Performance absolue : performance totale d’un portefeuille, par opposition à sa performance relative par rapport à un indice de référence. Cette performance se mesure en tant que gain ou perte, en termes absolus, et s’exprime habituellement sous forme de pourcentage de la valeur totale d’un portefeuille.

Risque de perte : estimation de la perte potentielle d’un titre ou d’un portefeuille en cas d’évolution défavorable du marché.

Générosité monétaire/budgétaire : la politique monétaire d’une banque centrale vise à influencer le niveau d’inflation et de croissance d’une économie. Elle comprend le contrôle des taux d’intérêt et de la masse monétaire. La politique budgétaire est menée par les gouvernements et porte sur la fixation des taux d’imposition et du niveau des dépenses.

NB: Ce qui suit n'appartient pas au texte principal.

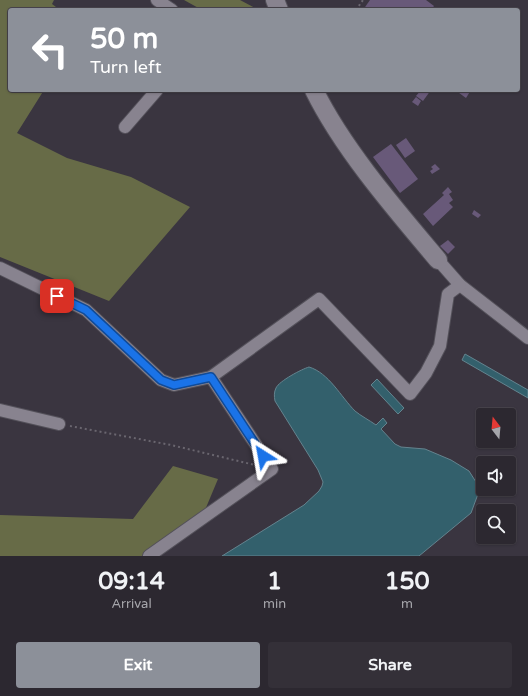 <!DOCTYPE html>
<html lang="en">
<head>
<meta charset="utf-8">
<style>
  :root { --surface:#2c2830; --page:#343038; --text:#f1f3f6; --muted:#a6a6ab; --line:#48444c; --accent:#8c9099 }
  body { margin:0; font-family:"Varela Round",sans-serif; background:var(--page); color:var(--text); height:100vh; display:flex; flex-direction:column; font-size:15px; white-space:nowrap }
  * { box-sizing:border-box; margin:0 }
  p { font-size:13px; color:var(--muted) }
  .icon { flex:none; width:22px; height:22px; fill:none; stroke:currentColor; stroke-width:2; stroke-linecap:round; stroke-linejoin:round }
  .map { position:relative; height:556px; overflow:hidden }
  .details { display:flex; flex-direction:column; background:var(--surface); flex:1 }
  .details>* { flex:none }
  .top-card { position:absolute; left:8px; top:8px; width:512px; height:84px; border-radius:4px; box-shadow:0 1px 3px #0004,0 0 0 1px var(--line); background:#8c9099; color:#fff; overflow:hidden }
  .needle { width:26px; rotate:344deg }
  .fabs { position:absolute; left:476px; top:408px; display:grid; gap:8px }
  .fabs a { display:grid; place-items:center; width:40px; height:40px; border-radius:4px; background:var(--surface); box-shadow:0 1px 3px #0004,0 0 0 1px var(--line); font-size:20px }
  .pin { position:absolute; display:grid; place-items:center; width:34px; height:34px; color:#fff; margin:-17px; border-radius:8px; box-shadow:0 2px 6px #0006 }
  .me { position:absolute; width:44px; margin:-22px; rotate:326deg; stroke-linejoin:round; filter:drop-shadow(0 0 3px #0008) }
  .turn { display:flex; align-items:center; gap:14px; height:84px; padding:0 16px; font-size:18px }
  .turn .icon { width:52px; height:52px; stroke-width:2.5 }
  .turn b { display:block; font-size:28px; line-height:34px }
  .eta { display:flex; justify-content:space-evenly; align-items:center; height:68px; text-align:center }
  .eta b { font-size:24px; font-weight:700; line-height:28px }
  .primary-button { display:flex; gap:8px; margin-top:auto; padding:8px 16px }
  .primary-button a { flex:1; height:46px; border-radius:4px; background:var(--accent); color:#fff; font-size:16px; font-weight:700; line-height:46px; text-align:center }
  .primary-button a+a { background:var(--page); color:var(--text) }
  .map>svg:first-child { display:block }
  .forest { fill:#676b47 }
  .water { fill:#33606c; stroke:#64838e }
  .building { fill:#685979 }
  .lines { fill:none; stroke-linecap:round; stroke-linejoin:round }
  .street-casing { stroke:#54515a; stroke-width:14 }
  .secondary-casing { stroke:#54515a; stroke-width:20 }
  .path { stroke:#6a666f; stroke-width:2; stroke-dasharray:2 3; stroke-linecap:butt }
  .street { stroke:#88838f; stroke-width:12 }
  .secondary { stroke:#88838f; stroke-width:18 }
  .route-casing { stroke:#114b97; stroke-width:10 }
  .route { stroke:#1a73e8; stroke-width:7 }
</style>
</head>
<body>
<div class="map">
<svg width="528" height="556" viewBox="0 0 528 556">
  <rect width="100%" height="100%" fill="#3a3540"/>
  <g class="forest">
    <polygon points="0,0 54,0 52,4 60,10 10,10 10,90 44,90 17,133 67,158 131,177 190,207 109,301 0,257"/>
    <polygon points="184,0 240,0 259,10 202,10"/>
    <polygon points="173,466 218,479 200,522 159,549 143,556 0,556 0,515 133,519"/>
  </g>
  <g class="water">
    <polygon points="465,354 528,390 528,398 462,360"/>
    <path d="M309,367C329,373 341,397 355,411C361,416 369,420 376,425L383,418L387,423L381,429L395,444L401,447L425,449L451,460L469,471L476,482L478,494L471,513L419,556H222L304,505L319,491L322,486L323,482L318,470L275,401C274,396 274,392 276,388C279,381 302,369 309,367Z"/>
    <polygon points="377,379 404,408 398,414 371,385"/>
  </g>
  <g class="building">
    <polygon points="370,0 426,0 434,6 431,10 363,10"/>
    <polygon points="421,90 431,90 423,101 416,96"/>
    <polygon points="455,90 471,90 466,98"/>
    <polygon points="416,97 421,101 418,106 412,102"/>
    <polygon points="406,138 415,151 405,158 396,145"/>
    <polygon points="391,144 418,179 400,193 373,157"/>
    <polygon points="435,164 440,169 432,174 430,171 433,169 431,167"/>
    <polygon points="448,187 452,192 449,194 453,200 449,203 453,207 433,226 423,214 444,195 442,193"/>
    <polygon points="474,210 481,215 478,218 472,214"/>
    <polygon points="448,240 455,247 448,254 440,246"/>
  </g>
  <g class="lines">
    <defs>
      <g id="street">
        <polyline points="157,0 172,10"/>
        <polyline points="125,127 157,90"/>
        <polyline points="438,260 460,285 528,338"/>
        <polyline points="0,268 86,310 161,380 174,385 211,377"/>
        <polyline points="0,410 59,424"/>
        <polyline points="149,556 272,469 211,377 319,299 410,394 426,373 440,346 448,294 460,285"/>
      </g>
      <g id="secondary">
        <polyline points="275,0 279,10"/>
        <path d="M314,90C343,149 395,209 438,260"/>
      </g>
    </defs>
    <use href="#street" class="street-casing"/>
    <use href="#secondary" class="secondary-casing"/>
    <g class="path">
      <polyline points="356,10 363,0"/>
      <polyline points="70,426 171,445 255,465"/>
    </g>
    <use href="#street" class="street"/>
    <use href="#secondary" class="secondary"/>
  </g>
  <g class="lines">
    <defs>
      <polyline id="route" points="57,296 86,310 161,380 174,385 211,377 263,456"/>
    </defs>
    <use href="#route" class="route-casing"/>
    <use href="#route" class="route"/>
  </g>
</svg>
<div class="fabs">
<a><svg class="needle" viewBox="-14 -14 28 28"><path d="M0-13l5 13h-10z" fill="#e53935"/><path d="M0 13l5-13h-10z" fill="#a6a6ab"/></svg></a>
<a><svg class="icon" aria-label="sound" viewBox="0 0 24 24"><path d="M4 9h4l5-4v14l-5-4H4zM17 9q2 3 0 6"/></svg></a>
<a><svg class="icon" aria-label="search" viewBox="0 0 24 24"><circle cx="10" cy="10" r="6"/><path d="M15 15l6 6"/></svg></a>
</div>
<div class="pin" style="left:57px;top:296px;background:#d93025"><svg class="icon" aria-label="arrive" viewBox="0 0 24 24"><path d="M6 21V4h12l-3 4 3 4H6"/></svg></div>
<svg class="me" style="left:263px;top:456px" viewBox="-20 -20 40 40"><path d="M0-17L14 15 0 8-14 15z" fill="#1a73e8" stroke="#fff" stroke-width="4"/></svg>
<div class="top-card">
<div class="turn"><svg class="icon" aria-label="left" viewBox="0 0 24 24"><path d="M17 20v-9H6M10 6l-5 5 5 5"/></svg><div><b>50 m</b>Turn left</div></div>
</div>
</div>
<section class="details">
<div class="eta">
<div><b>09:14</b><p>Arrival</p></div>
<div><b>1</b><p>min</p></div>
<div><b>150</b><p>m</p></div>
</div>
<div class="primary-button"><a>Exit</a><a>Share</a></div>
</section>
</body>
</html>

Inflation : taux selon lequel le prix des biens et des services augmente dans une économie. L’indice des prix à la consommation et l’indice des prix de détail sont deux mesures très courantes.

Rendement obligataire : niveau de revenu d’un titre, généralement exprimé en pourcentage. Un rendement obligataire plus élevé implique une baisse du prix des obligations et vice versa.

Réduction des achats d’actifs : les banques centrales ont contribué à stimuler l’économie grâce à un programme étendu et soutenu d’achats d’actifs, notamment d’obligations (assouplissement quantitatif).

Vente à découvert : la « vente à découvert » est une stratégie consistant à emprunter un actif jugé sur-valorisé puis à le vendre, dans l’intention de le racheter à un prix inférieur une fois que son cours est tombé.

Décote de marché : la « prime/décote » est un terme utilisé pour décrire la valeur relative de deux ou plusieurs facteurs comparables, tels que les marchés boursiers. Nous utilisons ici le PER qui calcule le prix des actions divisé par leurs bénéfices prévisionnels des 12 mois suivants. Au moment où nous rédigeons cet article, le PER des actions britanniques est nettement inférieur à celui des actions américaines et européennes, ce qui suggère que le marché britannique est relativement bon marché par rapport à ces marchés.